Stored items
__________

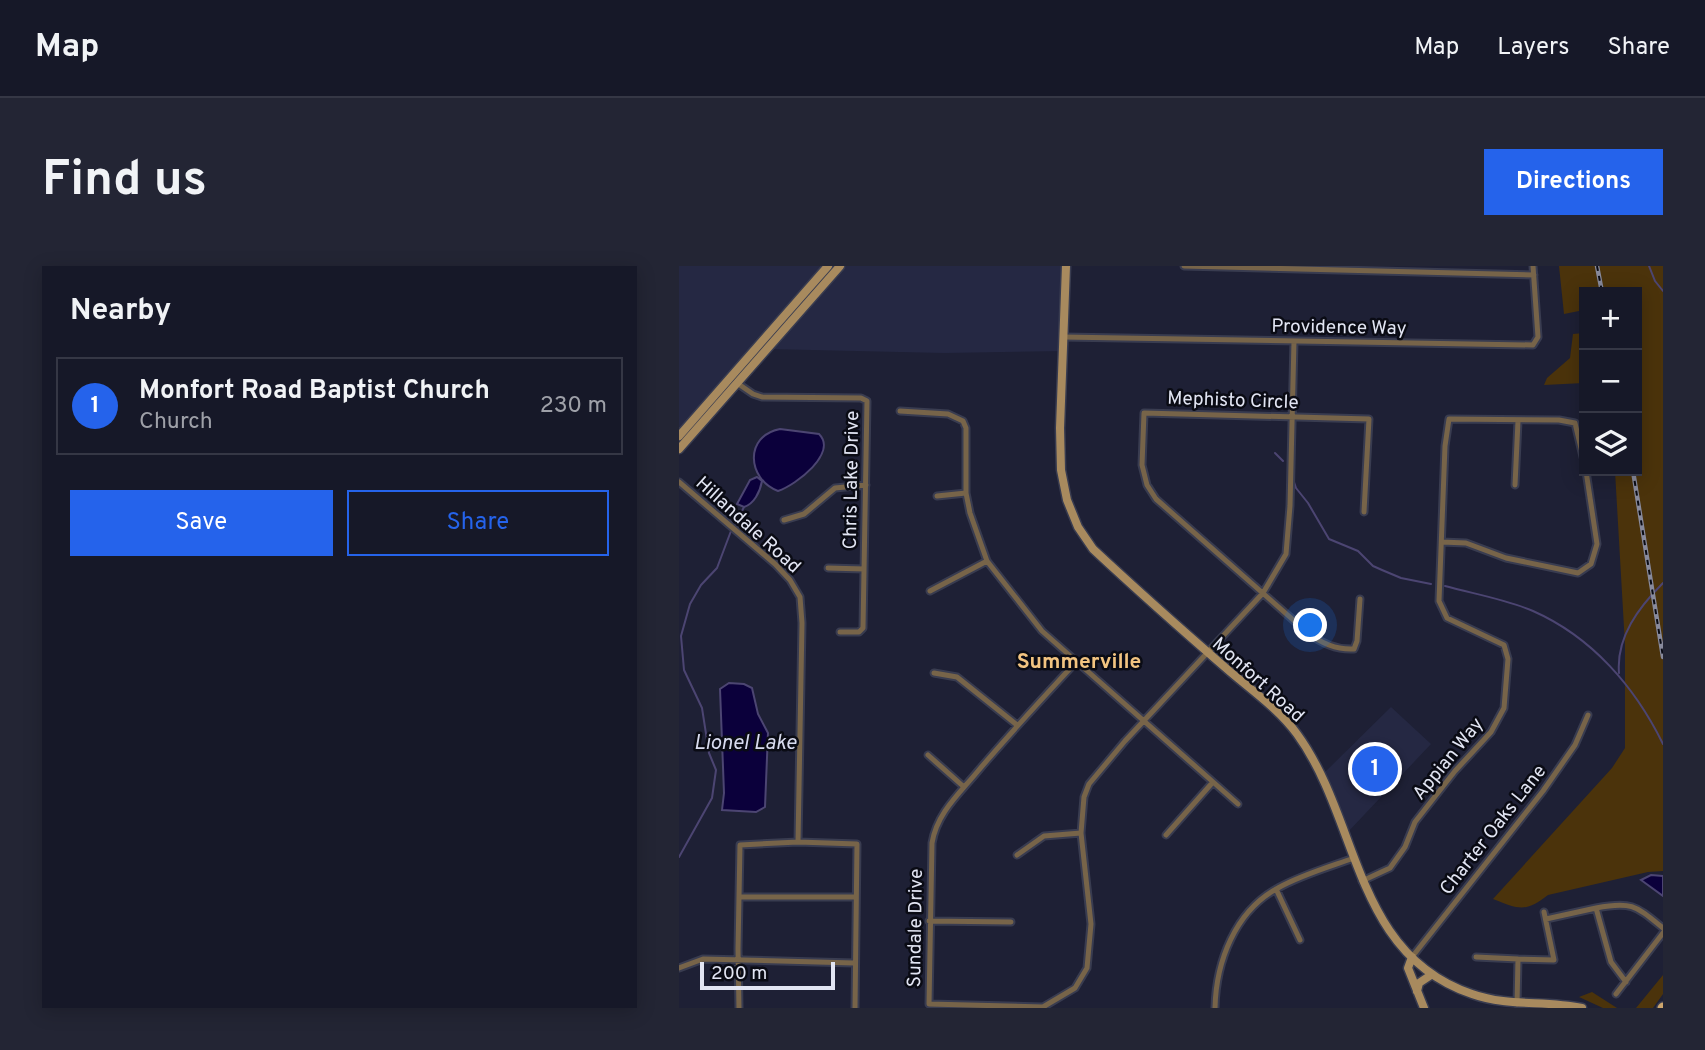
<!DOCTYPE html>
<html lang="en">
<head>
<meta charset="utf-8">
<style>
	body { margin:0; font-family:Overpass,sans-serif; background:#232534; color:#f1f3f6 }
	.controls { position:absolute; right:21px; top:21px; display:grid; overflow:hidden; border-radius:0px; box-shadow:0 4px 18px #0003 }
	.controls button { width:63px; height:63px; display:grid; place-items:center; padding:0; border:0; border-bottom:2px solid #353745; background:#161828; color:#f1f3f6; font:35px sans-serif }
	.scale { position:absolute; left:21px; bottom:18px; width:135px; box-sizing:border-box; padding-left:7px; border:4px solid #e2e5f3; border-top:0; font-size:19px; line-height:24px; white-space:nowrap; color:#e2e5f3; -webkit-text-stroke:5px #0a0b14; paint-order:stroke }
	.you { position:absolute; left:632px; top:360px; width:24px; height:24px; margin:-18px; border:5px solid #fff; border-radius:50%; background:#1a73e8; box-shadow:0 0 0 10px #1a73e833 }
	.badge { display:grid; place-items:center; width:46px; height:46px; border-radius:50%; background:#2563eb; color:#fff; font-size:23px; font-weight:700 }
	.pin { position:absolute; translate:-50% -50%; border:4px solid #fff; box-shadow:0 2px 7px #0006 }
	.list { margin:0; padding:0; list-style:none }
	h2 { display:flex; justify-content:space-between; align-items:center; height:91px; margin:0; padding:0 28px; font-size:30px }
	h2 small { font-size:23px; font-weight:400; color:#9ea0a8 }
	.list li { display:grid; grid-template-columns:46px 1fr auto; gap:21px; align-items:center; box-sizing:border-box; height:98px; margin:0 14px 14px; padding:0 14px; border:2px solid #353745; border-radius:0px }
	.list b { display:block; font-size:26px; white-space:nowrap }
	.list p { margin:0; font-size:23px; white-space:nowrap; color:#9ea0a8 }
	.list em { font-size:23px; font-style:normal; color:#9ea0a8 }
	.actions { display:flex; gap:14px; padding:21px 28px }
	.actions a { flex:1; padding:16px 0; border:2px solid #2563eb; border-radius:0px; text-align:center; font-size:24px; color:#2563eb }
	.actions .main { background:#2563eb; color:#fff }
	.icon { flex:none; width:38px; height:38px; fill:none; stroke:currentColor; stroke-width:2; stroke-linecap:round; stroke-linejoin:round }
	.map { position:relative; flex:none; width:984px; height:742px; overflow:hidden; border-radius:0px }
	header { display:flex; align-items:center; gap:42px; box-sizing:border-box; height:98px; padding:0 35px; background:#161828; border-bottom:2px solid #353745 }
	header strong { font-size:33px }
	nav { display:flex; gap:38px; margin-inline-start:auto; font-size:24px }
	.intro { display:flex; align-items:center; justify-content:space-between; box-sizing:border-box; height:168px; padding:0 42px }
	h1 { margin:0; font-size:49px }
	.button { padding:18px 32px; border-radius:0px; background:#2563eb; color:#fff; font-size:24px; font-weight:700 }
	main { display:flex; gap:42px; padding:0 42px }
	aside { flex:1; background:#161828; border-radius:0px; box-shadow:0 4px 18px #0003 }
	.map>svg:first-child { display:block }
	.built { fill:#252843 }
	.green { fill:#4b330b }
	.water { fill:#0b003b; stroke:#4c4572; stroke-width:2 }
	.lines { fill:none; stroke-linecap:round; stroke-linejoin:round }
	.stream { stroke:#4c4572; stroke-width:2 }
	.street-casing { stroke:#393c50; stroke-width:9 }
	.secondary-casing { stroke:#393c50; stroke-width:11 }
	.primary-casing { stroke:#393c50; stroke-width:12 }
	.street { stroke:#776449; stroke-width:5 }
	.secondary { stroke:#a88a5e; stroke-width:8 }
	.primary { stroke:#cda66d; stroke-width:9 }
	.rail-casing { stroke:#888a9c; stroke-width:4.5 }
	.rail { stroke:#0a0b14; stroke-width:2; stroke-dasharray:5; stroke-linecap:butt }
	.labels { text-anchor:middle; stroke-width:5; stroke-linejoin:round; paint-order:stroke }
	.street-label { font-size:19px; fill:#e2e5f3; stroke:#0a0b14 }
	.neighbourhood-label { font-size:21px; font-weight:bold; fill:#f2c481; stroke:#0a0b14 }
	.water-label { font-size:21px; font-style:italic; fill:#d8dbef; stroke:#0a0b14 }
</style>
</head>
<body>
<header>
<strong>Map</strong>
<nav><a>Map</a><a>Layers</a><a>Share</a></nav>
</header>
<div class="intro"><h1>Find us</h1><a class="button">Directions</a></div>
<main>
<aside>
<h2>Nearby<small></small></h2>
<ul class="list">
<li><span class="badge">1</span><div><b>Monfort Road Baptist Church</b><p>Church</p></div><em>230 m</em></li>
</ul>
<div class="actions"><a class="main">Save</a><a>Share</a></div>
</aside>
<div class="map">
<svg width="984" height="742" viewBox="0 0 984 742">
	<rect width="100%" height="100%" fill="#1e2035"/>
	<path class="built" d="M0,0H388L386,85L265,87L89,83L0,182Z
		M712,441L752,478L668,567L644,508Z"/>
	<path class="green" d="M880,0H984V605L969,606L869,629C846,647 840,643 814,633L933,502L946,482V379L936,205H958V26H905V44L885,48Z
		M905,67V117L865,119L868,112L891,92L894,68Z
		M984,709V728L974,742H957Z
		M913,726L938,742H924L900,731Z"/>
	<path class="water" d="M101,163L140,168C159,187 117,219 99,225C68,213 65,170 101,163Z
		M78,211L83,215C81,226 75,238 65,241L58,238L71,214Z
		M50,417L65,418L73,422L79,448L89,467L86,541L77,546L43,544L45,527L41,423Z
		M972,609L984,610V630L962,614Z"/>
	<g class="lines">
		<path class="stream" d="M970,0L976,15L984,25
			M596,187L604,195
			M615,216L617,222L629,237L650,273L679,285L694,300L703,304L722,312L752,318
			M56,259L65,241
			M766,320C795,328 826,333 854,345C913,371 956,421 984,478
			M940,407C937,371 960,341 984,317
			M0,591L33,532L37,504L30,487L23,442L5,404L2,370L11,338L22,319L38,302L52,265"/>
		<defs>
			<path id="street" d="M505,0L855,9
				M384,71L854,79L859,71L854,0
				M58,117L74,128L83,131L182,132L188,135L184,362L180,366H161
				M221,145L269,148L284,155L287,162V227L291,247L308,295L363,365L559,538
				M0,216L96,298L111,314L121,331L123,357L119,576
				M836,219L839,155
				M258,230L287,227
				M105,254L125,248L156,222L187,219
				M763,276L787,277L827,292L899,307L912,298L918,278L907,205
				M149,302L185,303
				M251,325L308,295
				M681,333L678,375L675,383C658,384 642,377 629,367L477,233L468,219L463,199L465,147L690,153L685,246
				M397,396C364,432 331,467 299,505C280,528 258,547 253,577L250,738L364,741L396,722L408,702L412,658L402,567L405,531L410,518L446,475L584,327L607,288L611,240L615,75
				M255,407L278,411L338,459
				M249,489L285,521
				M487,569L534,516
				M338,589L365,570L402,567
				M683,615L711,602L726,581L736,556L776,505L812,466L825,442L829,393L825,379L768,352L760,335L766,180L770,153L880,154L896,157L905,195
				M597,623L621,674
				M61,631H177
				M867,653L917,642
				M250,655L332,656
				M733,691L864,525L896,479L909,449
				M797,691L839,693L838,738
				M839,693L875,694L865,646
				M0,702L24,693L175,697
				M947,716L932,696L917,642C953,635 957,640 984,662
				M937,728L984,667
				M60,742L59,683L61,579L119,576L178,578L176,742
				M536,742C537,696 556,645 599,622C622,609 650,601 675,592"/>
			<path id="secondary" d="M387,0L381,162L382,204L388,234L399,261L414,283C458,324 503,364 548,403C571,423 600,443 618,468C681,554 674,688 793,728C829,741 866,734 903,742
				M0,170L149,0
				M0,183L161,0
				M733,691L729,702L745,742
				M738,725L740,717L752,709"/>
			<path id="primary" d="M983,742L984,741"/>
		</defs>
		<use href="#street" class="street-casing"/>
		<use href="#secondary" class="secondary-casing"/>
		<use href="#primary" class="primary-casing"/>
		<use href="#street" class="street"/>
		<use href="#secondary" class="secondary"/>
		<use href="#primary" class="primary"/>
		<defs>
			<path id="rail" d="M918,0L923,26
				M954,205L984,391"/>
		</defs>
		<use href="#rail" class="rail-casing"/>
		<use href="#rail" class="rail"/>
	</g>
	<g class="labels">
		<g class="street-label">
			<text transform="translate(660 60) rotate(1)" y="7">Providence Way</text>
			<text transform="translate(554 133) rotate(2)" y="7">Mephisto Circle</text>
			<text transform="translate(171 214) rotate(-89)" y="7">Chris Lake Drive</text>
			<text transform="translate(70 258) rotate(42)" y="7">Hillandale Road</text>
			<text transform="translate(580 413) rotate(42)" y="7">Monfort Road</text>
			<text transform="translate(768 492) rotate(-51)" y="7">Appian Way</text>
			<text transform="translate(813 563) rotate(-52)" y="7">Charter Oaks Lane</text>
			<text transform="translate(235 662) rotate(-89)" y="7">Sundale Drive</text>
		</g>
		<g class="neighbourhood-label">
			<text x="400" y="402">Summerville</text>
		</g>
		<g class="water-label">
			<text x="66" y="483">Lionel Lake</text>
		</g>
	</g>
</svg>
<div class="controls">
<button>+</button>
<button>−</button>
<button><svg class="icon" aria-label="layers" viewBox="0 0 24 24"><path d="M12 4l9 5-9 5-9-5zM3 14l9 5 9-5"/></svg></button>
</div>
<div class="scale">200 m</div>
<div class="you"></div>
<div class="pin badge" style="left:696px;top:503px">1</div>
</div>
</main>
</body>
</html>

__________

**What you should do:** In the entries above, count every line containing the word "lines". Write only the total.

**Exercise result:** 2